__Problem requirements__. Find every line below that contains the word "heat" and copy it out.
Supplied records Block Start
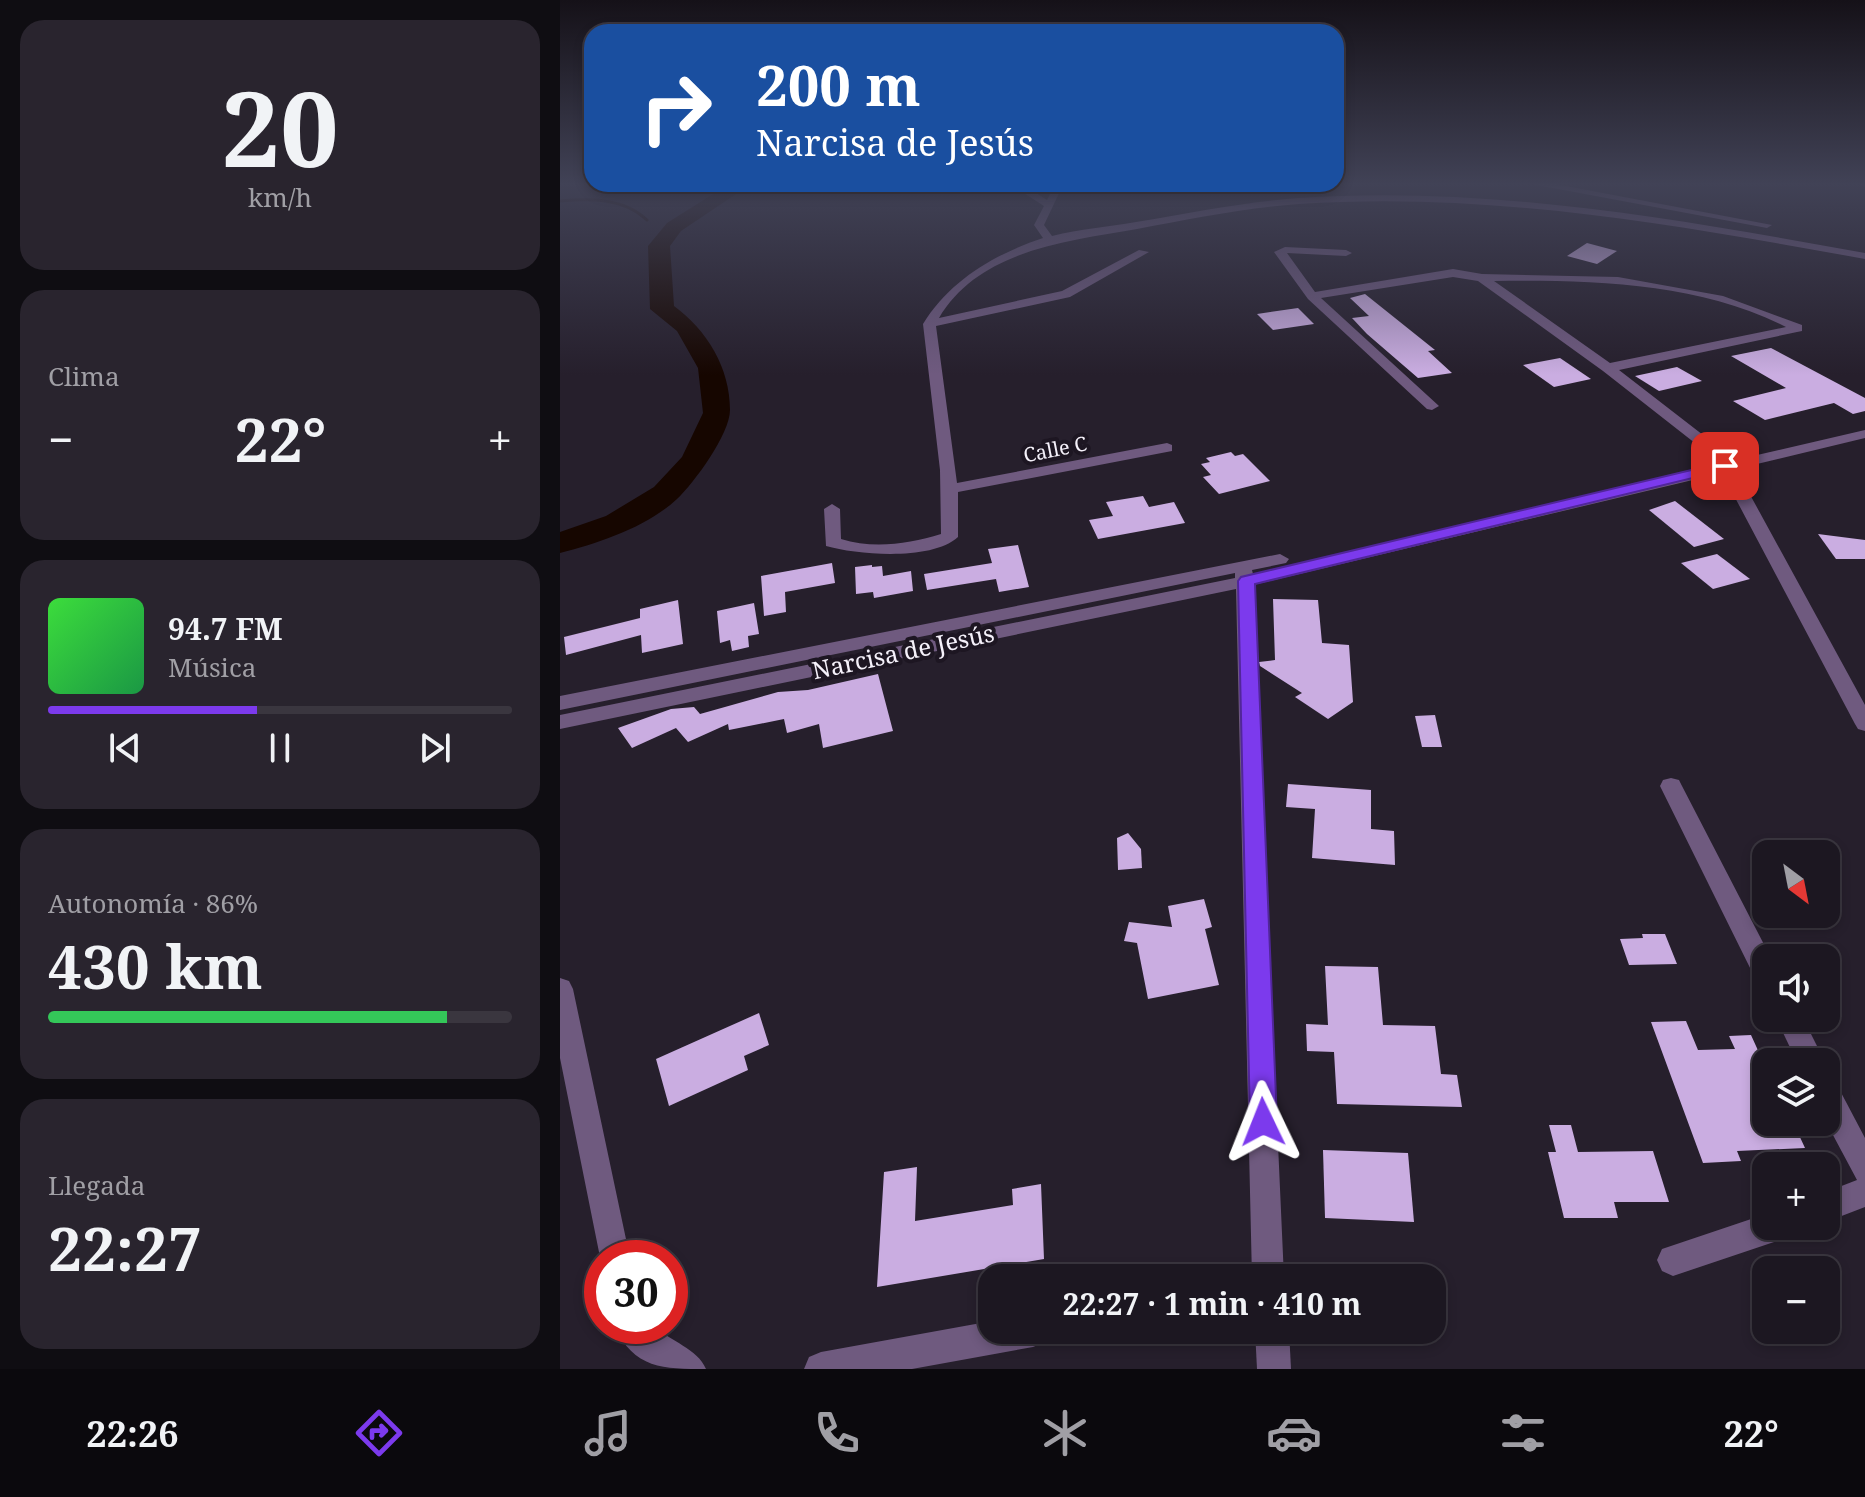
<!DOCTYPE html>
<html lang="es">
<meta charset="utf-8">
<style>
:root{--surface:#1c1721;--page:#29242e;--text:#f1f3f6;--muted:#a09fa5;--line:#3a363f;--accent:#7c3aed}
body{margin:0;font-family:"Noto Serif",serif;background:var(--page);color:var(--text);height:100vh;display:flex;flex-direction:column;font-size:30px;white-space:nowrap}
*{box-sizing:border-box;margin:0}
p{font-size:26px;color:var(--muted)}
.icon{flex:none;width:44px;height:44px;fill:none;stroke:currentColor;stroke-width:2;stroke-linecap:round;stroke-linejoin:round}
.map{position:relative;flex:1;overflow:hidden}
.side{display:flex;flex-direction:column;gap:20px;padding:20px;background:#0f0d12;width:560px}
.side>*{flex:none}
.banner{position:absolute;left:24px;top:24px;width:760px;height:168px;border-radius:24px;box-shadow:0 4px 12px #0003,0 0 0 2px var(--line);background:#1a4fa0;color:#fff;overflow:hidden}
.needle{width:52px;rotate:148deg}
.tools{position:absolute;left:1192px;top:840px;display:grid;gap:16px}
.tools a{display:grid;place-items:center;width:88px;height:88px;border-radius:16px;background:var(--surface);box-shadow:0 4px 12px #0003,0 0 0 2px var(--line);font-size:40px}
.speed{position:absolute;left:24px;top:1240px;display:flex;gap:16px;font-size:40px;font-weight:700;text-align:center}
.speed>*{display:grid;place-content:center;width:104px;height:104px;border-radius:50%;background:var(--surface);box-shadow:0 4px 12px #0003,0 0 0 2px var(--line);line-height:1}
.speed .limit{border:12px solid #d22;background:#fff;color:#111}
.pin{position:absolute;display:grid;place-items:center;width:68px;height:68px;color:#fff;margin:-34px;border-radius:16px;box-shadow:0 4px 12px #0006}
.me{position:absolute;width:88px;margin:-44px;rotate:358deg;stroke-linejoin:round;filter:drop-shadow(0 0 6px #0008)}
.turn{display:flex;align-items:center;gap:28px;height:168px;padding:0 40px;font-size:36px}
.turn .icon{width:104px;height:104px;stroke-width:2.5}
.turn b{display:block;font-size:56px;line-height:68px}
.big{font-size:60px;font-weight:700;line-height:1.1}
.side .widget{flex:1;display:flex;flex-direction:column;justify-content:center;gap:12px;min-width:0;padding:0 28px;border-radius:24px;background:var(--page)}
.side .dial{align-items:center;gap:0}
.dial b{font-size:104px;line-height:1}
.song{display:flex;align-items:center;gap:24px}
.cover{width:96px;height:96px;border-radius:12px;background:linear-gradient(135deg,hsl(120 70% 55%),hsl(140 70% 35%))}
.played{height:8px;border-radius:4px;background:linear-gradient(90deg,var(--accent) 45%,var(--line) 45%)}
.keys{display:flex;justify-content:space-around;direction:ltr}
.heat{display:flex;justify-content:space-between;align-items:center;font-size:44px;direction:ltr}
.charge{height:12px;border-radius:6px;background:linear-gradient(90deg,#34c759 86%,var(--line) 0)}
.trip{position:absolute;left:418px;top:1264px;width:468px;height:80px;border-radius:24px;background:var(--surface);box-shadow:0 4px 12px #0003,0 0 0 2px var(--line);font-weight:700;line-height:80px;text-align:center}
.tabs{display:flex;height:128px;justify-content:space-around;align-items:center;background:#0b090d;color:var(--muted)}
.tabs .icon{width:56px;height:56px}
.tabs .active{color:var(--accent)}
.tabs b{font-size:36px;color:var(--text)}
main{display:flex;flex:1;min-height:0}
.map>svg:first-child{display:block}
</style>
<main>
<section class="side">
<div class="widget dial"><b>20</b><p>km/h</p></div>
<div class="widget"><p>Clima</p>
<div class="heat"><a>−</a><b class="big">22°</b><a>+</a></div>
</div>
<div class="widget">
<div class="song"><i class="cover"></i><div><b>94.7 FM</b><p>Música</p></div></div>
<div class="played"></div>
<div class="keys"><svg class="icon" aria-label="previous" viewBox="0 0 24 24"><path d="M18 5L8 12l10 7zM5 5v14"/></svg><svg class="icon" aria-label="pause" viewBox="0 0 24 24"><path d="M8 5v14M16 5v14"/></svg><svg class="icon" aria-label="next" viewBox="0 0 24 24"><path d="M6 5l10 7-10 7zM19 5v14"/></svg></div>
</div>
<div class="widget"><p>Autonomía · 86%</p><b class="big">430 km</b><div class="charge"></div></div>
<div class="widget"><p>Llegada</p><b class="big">22:27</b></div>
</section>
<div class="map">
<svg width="1305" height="1369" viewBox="0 0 1305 1369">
<rect width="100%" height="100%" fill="#261f2c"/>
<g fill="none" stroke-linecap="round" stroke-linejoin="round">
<path stroke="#160600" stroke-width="3" d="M0,201c30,-3 64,-3 87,19"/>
<path fill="#160600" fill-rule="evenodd" d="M169,184h22l-70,47 -11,15 4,60c33,24 56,62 56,104 0,24 -36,73 -53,89 -30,28 -78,44 -117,54v-21l46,-16 48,-29 28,-30 21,-44 -5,-45 -21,-37 -27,-22 -2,-63 19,-23z"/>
</g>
<g fill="#caade1">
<polygon points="1027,243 1057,251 1037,264 1007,256"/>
<polygon points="805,294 875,350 868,351 892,373 858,378 807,334 792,318 809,316 790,298"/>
<polygon points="738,308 754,324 713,330 697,314"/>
<polygon points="1211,348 1305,398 1305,411 1293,414 1274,403 1205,420 1173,401 1226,388 1171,356"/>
<polygon points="1000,358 1031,379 994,387 963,365"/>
<polygon points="1117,367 1142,381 1099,391 1075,376"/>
<polygon points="671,452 675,456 683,454 710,481 659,494 643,477 651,475 641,464 650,462 646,458"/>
<polygon points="583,496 589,507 614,502 625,523 538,539 529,520 553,516 546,502"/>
<polygon points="1115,501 1164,539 1134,547 1089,510"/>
<polygon points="1258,534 1305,540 1305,559 1276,559"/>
<polygon points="458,545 469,587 439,592 436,579 367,590 364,574 432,563 428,549"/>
<polygon points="1157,554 1190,579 1153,589 1121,563"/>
<polygon points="272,563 275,583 225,592 226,612 204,616 201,576"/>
<polygon points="312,565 312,567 322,566 323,576 351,571 353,591 314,598 313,592 296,594 295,567"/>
<polygon points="713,599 758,600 762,643 789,645 793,702 768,719 735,697 742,693 700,666 699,662 715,660"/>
<polygon points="118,600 123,644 82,653 81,635 6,655 4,637 80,618 80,609"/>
<polygon points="194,603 199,634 188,636 189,647 172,651 170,640 160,643 157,611"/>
<polygon points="318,674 333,731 263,748 259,724 227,733 224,719 169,730 168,724 128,742 116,728 72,748 58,728 111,709 134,707 140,714 218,692 248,690"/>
<polygon points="875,715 882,747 862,747 855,716"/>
<polygon points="728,784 811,790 811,829 834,831 835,865 752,858 755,809 726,807"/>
<polygon points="568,833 581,849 582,868 558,870 557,838"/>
<polygon points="644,899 652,927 645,929 659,985 588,999 577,943 564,941 569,922 612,927 608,906"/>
<polygon points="1082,934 1105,934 1117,964 1069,965 1060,939 1083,938"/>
<polygon points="765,966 818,967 823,1025 875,1026 881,1074 897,1075 902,1107 777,1104 774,1052 747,1051 746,1024 768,1025"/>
<polygon points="199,1013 209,1045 184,1056 188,1070 109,1106 96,1059"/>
<polygon points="1126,1021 1138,1050 1175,1049 1169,1036 1191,1035 1206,1068 1206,1122 1233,1122 1245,1148 1177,1151 1181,1161 1143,1163 1091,1022"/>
<polygon points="989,1125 1011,1125 1018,1152 1093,1151 1109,1202 1054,1202 1058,1218 1004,1218 988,1152 996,1152"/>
<polygon points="763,1150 848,1153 854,1222 765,1218"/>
<polygon points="357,1167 355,1221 453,1205 452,1189 481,1184 484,1259 317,1287 324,1172"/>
</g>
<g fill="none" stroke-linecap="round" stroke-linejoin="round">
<g fill="#6f5a7f" fill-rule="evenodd">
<polygon points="966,183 990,183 1212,225 1207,228"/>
<polygon points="1297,183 1305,183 1305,187"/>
<path d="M450,184h12l25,16 4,-8 -11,-8h12l9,5 -17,36 8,11c28,-7 56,-9 84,-14 54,-9 108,-20 162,-24 191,-13 380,21 567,55v6c-187,-34 -376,-68 -566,-55 -55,4 -109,15 -162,25 -70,12 -158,21 -198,89l123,-27 77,-41 10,2 -79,45 -134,29 21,157 210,-40 5,2v6l-214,41v45c-26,24 -100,18 -132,9l-2,-37 8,-5 8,5 1,30c32,10 68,5 100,-5l-1,-64 -17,-146c27,-44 72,-70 120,-86l-9,-13 10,-19z"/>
<path d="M725,247l61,3 6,3 -6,3 -59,-3 28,39 138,-23 29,5 136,3 105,19 79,29v6l-5,1 -178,38 106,82 6,9 134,-31v8l-129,31 129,236v26l-7,-2 -3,-5 -133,-251 -469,112 31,693h-32l-16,-689 -676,140v-14l675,-137v-5l-675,137v-14l720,-142 9,5 -3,4 -34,7 1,4 464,-110 -3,-6 -111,-87 -125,-90 -25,-4 -132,21 118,108 -7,4 -5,-1 -119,-110 -34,-47zM934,281c98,-1 203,1 292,46l-176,36z"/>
<polygon points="1111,778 1119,780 1122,786 1211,958 1206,958 1206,985 1197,982 1100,786 1103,780"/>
<polygon points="0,978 9,981 13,989 70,1258 42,1258 42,1267 0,1058"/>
<polygon points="1216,1018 1243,1018 1265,1062 1237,1062"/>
<polygon points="1266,1079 1276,1083 1305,1138 1305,1207 1266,1222 1266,1192 1297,1180 1266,1122"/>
<polygon points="1206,1214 1206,1226 1233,1226 1229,1237 1113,1276 1102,1271 1097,1260 1102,1249"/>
<polygon points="432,1321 432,1330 490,1330 485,1342 473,1347 352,1369 244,1369 249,1357 261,1352"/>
<path d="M55,1326h39c17,16 43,22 52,43 -42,0 -73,0 -91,-43z"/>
<polygon points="695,1330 729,1330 731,1369 697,1369"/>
</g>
</g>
<linearGradient id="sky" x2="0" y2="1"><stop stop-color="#151118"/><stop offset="0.49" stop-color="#414256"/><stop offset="1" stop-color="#414256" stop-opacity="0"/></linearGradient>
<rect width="1305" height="375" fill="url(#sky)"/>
<polygon fill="#7c3aed" stroke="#51269a" stroke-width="2" points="1165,462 1170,463 1170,469 695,584 717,1122 713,1131 703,1134 694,1131 690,1122 678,581 681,577"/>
<g text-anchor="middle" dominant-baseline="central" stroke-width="8" stroke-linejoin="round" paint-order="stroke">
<g font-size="20" fill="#f5f1fa" stroke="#1d1622">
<text transform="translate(495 449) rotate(-11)">Calle C</text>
</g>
<g font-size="24" fill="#f5f1fa" stroke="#1d1622">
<text transform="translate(343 651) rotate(-12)">Narcisa de Jesús</text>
</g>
</g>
</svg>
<div class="tools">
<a><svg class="needle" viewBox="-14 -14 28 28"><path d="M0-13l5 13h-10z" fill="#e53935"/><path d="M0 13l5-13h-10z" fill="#a09fa5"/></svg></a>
<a><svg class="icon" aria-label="sound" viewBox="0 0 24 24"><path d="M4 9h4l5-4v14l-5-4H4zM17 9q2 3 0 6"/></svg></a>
<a><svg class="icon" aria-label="layers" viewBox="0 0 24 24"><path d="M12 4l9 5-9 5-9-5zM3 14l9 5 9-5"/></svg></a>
<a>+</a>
<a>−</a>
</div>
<div class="speed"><div class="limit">30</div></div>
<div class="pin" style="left:1165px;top:466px;background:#d93025"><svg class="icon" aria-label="arrive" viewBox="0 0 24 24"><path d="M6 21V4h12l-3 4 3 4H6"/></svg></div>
<svg class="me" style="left:703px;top:1122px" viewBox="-20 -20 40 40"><path d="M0-17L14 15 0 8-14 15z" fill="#7c3aed" stroke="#fff" stroke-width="4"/></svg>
<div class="trip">22:27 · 1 min · 410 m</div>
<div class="banner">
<div class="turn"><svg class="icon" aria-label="right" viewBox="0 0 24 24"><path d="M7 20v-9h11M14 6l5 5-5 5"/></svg><div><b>200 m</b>Narcisa de Jesús</div></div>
</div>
</div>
</main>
<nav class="tabs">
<b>22:26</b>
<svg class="icon active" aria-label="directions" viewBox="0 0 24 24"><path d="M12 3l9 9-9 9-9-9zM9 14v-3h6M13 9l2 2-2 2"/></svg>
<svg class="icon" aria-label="music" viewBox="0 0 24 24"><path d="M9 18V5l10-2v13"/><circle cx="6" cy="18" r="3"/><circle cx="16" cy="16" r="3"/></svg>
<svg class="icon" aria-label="phone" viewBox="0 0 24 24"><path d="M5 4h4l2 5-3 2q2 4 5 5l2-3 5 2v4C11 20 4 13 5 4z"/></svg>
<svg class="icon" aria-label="climate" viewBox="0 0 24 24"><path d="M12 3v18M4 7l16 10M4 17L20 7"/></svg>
<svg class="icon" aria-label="car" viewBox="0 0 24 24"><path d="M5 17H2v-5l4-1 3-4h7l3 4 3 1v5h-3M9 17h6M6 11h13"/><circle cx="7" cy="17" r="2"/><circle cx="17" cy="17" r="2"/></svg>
<svg class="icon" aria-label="filters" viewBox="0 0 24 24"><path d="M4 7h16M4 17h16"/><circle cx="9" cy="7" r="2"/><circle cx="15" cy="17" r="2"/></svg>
<b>22°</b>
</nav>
Supplied records Block End
__Task answer__.
.heat{display:flex;justify-content:space-between;align-items:center;font-size:44px;direction:ltr}
<div class="heat"><a>−</a><b class="big">22°</b><a>+</a></div>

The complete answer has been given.